The Quiroste

The Quiroste’s home territory encompassed roughly 90 square miles and stretched from the sea to ridge-tops in the mountains to the east. Like their neighbors, they spoke a language in the Ohlone group; and they were hunters and gatherers who knew how to manage their land’s resources so that the plants upon which they relied would proliferate. As we shall see, one of their most important management tools was fire.

Ann Thiremann's "Dancing at Quiroste", in the American Indian Resource Center, Bay Tree Building at UC Santa Cruz, is based in part on the Portolá’s Expedition's journals.
Photo: © 2009 by Ann Thiermann; used with permission.
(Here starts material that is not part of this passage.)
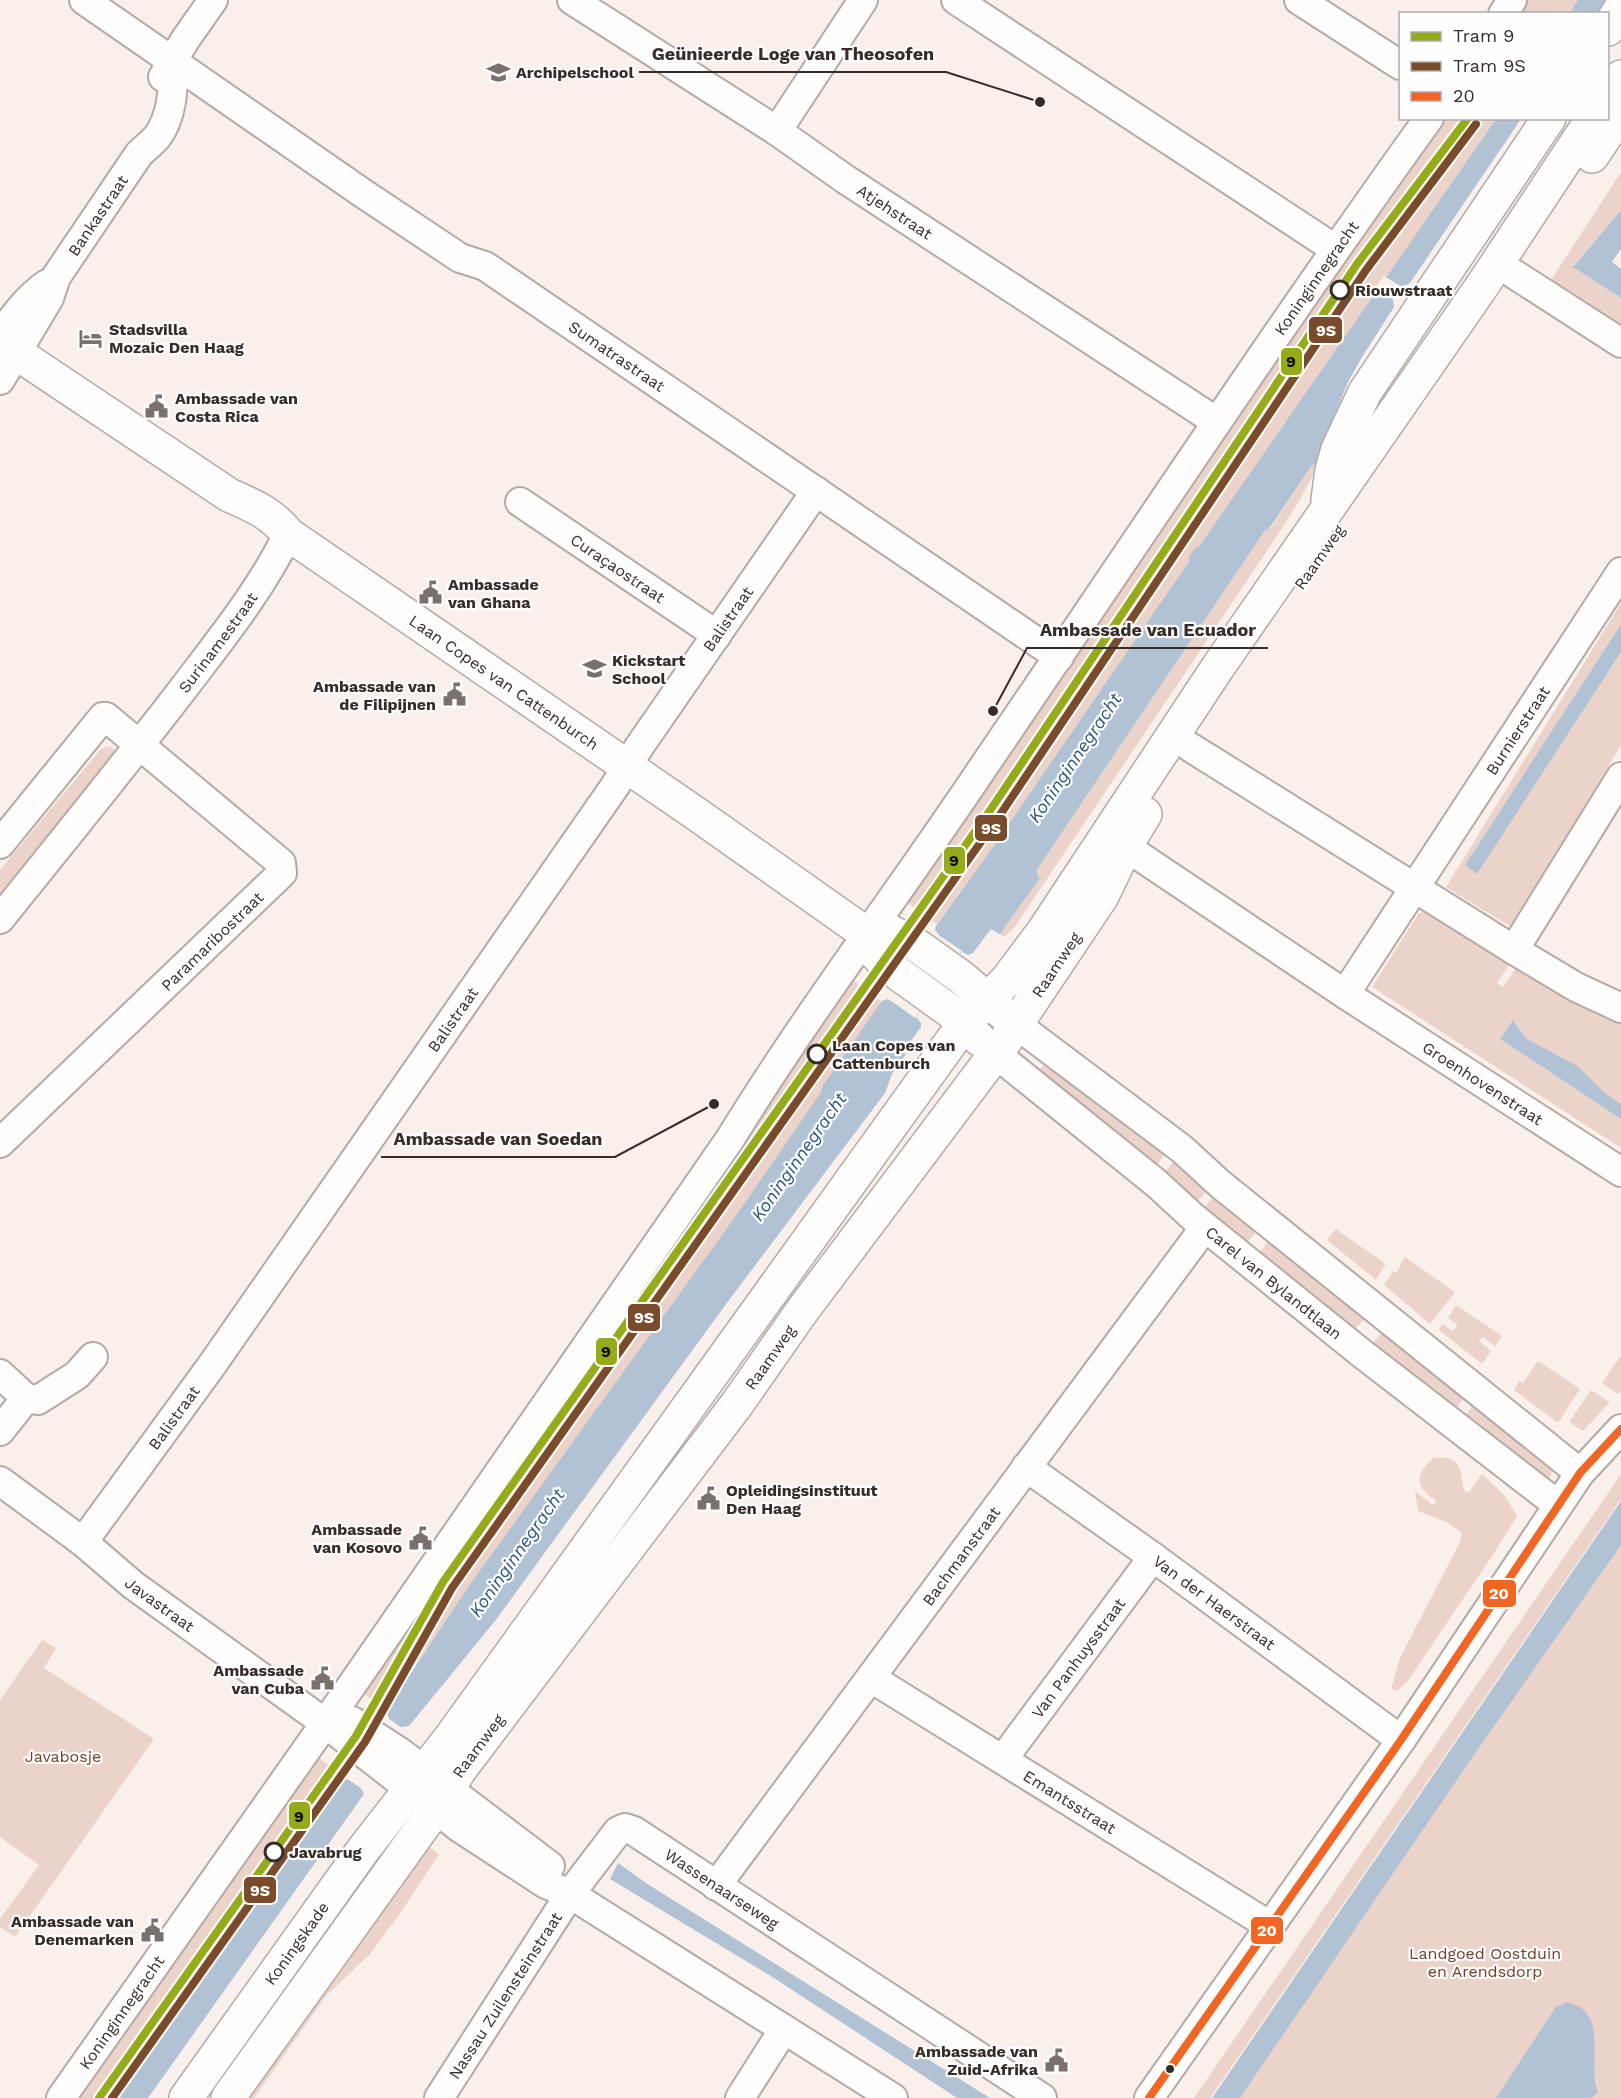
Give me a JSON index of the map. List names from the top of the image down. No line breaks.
{"streets":{"main road":["Raamweg","Laan Copes van Cattenburch","Koningskade"],"street":["Atjehstraat","Bankastraat","Koninginnegracht","Sumatrastraat","Curaçaostraat","Balistraat","Surinamestraat","Burnierstraat","Paramaribostraat","Groenhovenstraat","Carel van Bylandtlaan","Bachmanstraat","Van der Haerstraat","Javastraat","Van Panhuysstraat","Emantsstraat","Wassenaarseweg","Nassau Zuilensteinstraat"]},"crossings":[["Atjehstraat","Koninginnegracht"],["Bankastraat","Sumatrastraat"],["Bankastraat","Laan Copes van Cattenburch"],["Koninginnegracht","Sumatrastraat"],["Koninginnegracht","Laan Copes van Cattenburch"],["Koninginnegracht","Javastraat"],["Sumatrastraat","Balistraat"],["Raamweg","Laan Copes van Cattenburch"],["Raamweg","Groenhovenstraat"],["Raamweg","Carel van Bylandtlaan"],["Raamweg","Javastraat"],["Raamweg","Koningskade"],["Curaçaostraat","Balistraat"],["Balistraat","Laan Copes van Cattenburch"],["Balistraat","Javastraat"],["Surinamestraat","Laan Copes van Cattenburch"],["Surinamestraat","Paramaribostraat"],["Laan Copes van Cattenburch","Carel van Bylandtlaan"],["Carel van Bylandtlaan","Bachmanstraat"],["Bachmanstraat","Van der Haerstraat"],["Bachmanstraat","Emantsstraat"],["Bachmanstraat","Wassenaarseweg"],["Van der Haerstraat","Van Panhuysstraat"],["Javastraat","Koningskade"],["Van Panhuysstraat","Emantsstraat"],["Wassenaarseweg","Nassau Zuilensteinstraat"]],"water":["Koninginnegracht"],"parks":["Javabosje","Landgoed Oostduin en Arendsdorp"],"places":{"school or university":["Archipelschool","Kickstart School"],"other":["Geünieerde Loge van Theosofen","Riouwstraat","Ambassade van Ecuador","Laan Copes van Cattenburch","Ambassade van Soedan","Javabrug"],"hotel":["Stadsvilla Mozaic Den Haag"],"public building":["Ambassade van Costa Rica","Ambassade van Ghana","Ambassade van de Filipijnen","Opleidingsinstituut Den Haag","Ambassade van Kosovo","Ambassade van Cuba","Ambassade van Denemarken","Ambassade van Zuid-Afrika"]},"lines":["tram line 9","tram line 9S","transit line 20"],"legend":["Tram 9","Tram 9S","20"]}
The Quiroste first appear in written history in 1769 when they welcomed Gaspar de Portolá’s overland expedition of Spanish soldiers and clergymen into their village, which the natives called Metenne. Portolá estimated the number of inhabitants as 200, but he wrote little else. Miguel Costansó, however, provided a fuller account in his journal entry for October 23rd:

“We shifted camp … close to a heathen village which had been discovered by the scouts, and situated in a pleasant pretty spot at the foot of the mountains, opposite a gorge covered with pine-trees and savins, among which ran down a stream of which the Indians availed themselves. The land, covered with grasses and nowise scant of wood, was plainly well-favored.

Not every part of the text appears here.